TASK ITEM:
Below are some entries. Copy each line that holds the string "headline".
RECORDS TO USE: Begin
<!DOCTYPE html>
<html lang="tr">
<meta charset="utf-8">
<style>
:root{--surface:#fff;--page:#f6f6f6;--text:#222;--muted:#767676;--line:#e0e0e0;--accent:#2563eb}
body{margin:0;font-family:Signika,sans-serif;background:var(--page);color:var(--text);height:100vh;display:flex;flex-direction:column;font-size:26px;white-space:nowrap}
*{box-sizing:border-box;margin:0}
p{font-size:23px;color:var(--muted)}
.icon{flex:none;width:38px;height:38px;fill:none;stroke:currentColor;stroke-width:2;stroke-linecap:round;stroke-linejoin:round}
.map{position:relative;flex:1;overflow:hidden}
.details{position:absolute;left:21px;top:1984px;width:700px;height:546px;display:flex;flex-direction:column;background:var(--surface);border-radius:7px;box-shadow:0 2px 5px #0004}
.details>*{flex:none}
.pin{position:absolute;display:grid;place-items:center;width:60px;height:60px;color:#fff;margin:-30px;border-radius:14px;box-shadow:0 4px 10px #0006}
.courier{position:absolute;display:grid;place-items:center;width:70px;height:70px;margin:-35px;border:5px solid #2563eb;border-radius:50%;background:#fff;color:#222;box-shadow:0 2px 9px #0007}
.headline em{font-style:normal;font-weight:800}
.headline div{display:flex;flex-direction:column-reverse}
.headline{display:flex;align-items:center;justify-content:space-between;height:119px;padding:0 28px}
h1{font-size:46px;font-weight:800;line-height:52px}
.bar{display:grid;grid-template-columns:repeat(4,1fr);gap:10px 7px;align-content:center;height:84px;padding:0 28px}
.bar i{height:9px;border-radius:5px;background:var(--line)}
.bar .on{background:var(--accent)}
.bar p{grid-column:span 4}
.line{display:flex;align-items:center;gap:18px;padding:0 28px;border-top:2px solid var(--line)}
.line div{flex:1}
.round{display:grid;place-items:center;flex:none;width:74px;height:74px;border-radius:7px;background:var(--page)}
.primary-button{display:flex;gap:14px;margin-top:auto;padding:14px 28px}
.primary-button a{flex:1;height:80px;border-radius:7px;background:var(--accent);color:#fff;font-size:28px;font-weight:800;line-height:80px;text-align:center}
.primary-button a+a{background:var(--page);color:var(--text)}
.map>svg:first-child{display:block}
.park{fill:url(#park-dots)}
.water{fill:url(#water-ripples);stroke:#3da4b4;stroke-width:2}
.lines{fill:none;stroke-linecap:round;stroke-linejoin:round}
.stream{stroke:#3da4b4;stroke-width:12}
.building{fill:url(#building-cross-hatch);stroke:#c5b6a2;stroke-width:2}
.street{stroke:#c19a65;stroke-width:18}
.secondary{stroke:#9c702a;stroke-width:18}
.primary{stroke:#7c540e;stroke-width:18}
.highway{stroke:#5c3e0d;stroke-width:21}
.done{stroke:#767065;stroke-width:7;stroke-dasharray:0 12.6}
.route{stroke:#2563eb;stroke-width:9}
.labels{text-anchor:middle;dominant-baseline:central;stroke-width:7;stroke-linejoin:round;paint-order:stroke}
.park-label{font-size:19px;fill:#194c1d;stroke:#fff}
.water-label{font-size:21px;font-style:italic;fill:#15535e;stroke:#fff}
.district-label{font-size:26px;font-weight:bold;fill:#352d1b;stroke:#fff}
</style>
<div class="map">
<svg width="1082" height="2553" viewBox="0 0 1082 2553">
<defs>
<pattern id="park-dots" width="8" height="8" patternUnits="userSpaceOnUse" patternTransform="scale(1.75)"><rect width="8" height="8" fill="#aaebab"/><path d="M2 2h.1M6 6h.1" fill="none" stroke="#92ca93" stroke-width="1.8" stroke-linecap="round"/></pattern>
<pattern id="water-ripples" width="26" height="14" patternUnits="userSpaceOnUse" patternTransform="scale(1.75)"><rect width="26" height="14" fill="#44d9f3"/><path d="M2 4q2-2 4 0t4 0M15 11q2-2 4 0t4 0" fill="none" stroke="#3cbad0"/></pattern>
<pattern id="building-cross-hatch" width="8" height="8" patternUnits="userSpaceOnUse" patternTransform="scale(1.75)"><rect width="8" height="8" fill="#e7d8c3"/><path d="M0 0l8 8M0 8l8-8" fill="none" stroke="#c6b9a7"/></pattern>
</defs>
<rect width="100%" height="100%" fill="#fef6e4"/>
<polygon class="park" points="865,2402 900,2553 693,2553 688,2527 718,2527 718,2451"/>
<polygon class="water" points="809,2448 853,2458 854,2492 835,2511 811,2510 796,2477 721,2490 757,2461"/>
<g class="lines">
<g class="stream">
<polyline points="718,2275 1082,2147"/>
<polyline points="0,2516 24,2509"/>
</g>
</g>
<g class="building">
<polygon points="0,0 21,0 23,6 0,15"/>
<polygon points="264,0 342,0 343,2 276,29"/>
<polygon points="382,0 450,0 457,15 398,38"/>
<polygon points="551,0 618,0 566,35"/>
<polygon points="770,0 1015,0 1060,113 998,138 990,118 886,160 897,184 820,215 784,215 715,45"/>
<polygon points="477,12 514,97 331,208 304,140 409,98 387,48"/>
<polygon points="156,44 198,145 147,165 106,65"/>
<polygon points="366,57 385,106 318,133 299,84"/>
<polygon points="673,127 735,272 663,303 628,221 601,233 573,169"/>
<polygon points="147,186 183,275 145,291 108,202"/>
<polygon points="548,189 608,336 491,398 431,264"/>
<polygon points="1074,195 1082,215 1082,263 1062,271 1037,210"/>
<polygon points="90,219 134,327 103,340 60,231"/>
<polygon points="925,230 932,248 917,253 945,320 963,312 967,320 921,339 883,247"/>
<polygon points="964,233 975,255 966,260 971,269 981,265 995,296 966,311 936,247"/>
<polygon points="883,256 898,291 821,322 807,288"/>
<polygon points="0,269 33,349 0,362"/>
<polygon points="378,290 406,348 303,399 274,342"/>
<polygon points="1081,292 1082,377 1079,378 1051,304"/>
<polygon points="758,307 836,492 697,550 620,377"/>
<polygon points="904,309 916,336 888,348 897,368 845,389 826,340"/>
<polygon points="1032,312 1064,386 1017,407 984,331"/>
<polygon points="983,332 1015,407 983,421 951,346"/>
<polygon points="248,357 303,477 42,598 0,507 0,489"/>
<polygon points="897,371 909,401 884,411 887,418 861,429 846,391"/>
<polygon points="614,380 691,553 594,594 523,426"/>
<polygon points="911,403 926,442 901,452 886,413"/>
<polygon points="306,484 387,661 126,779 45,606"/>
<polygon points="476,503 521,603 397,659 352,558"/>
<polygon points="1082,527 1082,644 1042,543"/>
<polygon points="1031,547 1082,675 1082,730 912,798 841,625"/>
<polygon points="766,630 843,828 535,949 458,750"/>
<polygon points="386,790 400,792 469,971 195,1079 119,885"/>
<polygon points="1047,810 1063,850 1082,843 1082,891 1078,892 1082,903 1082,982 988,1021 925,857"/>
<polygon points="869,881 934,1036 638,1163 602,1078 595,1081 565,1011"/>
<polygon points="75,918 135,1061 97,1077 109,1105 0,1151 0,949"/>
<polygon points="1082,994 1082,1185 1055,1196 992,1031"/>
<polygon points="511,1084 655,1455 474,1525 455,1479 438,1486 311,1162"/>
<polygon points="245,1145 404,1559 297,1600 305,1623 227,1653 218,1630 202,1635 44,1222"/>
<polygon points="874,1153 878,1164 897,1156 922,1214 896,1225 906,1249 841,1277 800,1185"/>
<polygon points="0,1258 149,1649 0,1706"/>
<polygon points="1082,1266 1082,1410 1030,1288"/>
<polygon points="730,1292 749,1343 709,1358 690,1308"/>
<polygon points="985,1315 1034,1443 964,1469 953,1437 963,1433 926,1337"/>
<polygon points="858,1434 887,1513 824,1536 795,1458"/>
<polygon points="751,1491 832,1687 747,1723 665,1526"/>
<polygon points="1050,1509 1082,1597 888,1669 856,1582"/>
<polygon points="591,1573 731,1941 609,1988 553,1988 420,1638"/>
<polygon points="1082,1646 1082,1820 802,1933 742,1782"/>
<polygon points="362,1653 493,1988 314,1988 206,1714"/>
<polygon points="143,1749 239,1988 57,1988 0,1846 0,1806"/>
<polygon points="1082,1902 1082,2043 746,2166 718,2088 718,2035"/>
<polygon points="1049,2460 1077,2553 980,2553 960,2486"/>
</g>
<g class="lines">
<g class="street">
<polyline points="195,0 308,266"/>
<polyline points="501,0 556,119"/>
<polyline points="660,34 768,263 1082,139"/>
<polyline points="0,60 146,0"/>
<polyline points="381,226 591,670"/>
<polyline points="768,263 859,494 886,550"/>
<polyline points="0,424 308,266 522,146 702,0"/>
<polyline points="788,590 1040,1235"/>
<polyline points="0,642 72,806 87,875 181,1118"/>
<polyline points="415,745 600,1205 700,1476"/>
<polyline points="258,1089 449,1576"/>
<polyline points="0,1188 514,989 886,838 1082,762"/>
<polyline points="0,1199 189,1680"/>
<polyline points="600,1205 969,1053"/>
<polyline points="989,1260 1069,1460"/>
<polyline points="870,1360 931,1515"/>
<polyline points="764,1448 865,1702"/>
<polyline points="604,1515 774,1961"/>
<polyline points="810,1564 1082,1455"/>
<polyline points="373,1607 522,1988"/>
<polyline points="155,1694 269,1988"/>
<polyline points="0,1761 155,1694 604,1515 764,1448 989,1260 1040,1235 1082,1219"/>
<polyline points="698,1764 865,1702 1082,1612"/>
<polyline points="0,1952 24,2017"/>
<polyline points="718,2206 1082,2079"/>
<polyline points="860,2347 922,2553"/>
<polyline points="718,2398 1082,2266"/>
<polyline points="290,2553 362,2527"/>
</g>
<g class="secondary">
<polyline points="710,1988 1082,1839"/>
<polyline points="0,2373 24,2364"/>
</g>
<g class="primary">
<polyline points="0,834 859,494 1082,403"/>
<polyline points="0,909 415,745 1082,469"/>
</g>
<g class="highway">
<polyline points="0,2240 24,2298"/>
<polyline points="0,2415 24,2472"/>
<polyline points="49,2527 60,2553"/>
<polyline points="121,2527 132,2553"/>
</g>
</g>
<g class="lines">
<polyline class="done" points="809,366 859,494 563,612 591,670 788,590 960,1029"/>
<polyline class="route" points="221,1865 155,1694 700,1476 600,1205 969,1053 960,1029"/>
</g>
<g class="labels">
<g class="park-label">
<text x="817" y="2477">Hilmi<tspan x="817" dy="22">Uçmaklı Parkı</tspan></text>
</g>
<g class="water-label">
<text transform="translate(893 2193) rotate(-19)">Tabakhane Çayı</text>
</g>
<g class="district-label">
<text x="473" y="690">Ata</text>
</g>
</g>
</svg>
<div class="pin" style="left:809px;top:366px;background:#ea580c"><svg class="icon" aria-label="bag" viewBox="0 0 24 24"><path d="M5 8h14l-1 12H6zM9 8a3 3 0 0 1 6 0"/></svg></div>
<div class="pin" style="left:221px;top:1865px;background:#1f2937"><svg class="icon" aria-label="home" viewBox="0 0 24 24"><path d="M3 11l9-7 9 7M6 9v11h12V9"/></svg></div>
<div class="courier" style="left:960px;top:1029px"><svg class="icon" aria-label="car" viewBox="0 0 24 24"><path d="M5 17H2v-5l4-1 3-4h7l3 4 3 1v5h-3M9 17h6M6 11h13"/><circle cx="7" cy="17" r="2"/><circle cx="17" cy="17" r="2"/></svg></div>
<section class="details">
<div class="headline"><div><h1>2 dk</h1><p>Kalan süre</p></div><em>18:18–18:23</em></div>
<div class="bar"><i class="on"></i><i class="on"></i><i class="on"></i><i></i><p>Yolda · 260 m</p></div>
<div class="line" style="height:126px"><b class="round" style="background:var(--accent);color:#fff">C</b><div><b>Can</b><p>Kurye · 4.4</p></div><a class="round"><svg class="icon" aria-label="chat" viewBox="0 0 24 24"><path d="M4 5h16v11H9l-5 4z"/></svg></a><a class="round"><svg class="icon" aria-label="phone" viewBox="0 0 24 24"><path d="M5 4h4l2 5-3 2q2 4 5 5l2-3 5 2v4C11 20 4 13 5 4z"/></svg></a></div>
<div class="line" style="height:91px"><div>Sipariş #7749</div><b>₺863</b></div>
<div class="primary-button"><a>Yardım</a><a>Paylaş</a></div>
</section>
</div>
RECORDS TO USE: End
EXERCISE OUTPUT:
.headline em{font-style:normal;font-weight:800}
.headline div{display:flex;flex-direction:column-reverse}
.headline{display:flex;align-items:center;justify-content:space-between;height:119px;padding:0 28px}
<div class="headline"><div><h1>2 dk</h1><p>Kalan süre</p></div><em>18:18–18:23</em></div>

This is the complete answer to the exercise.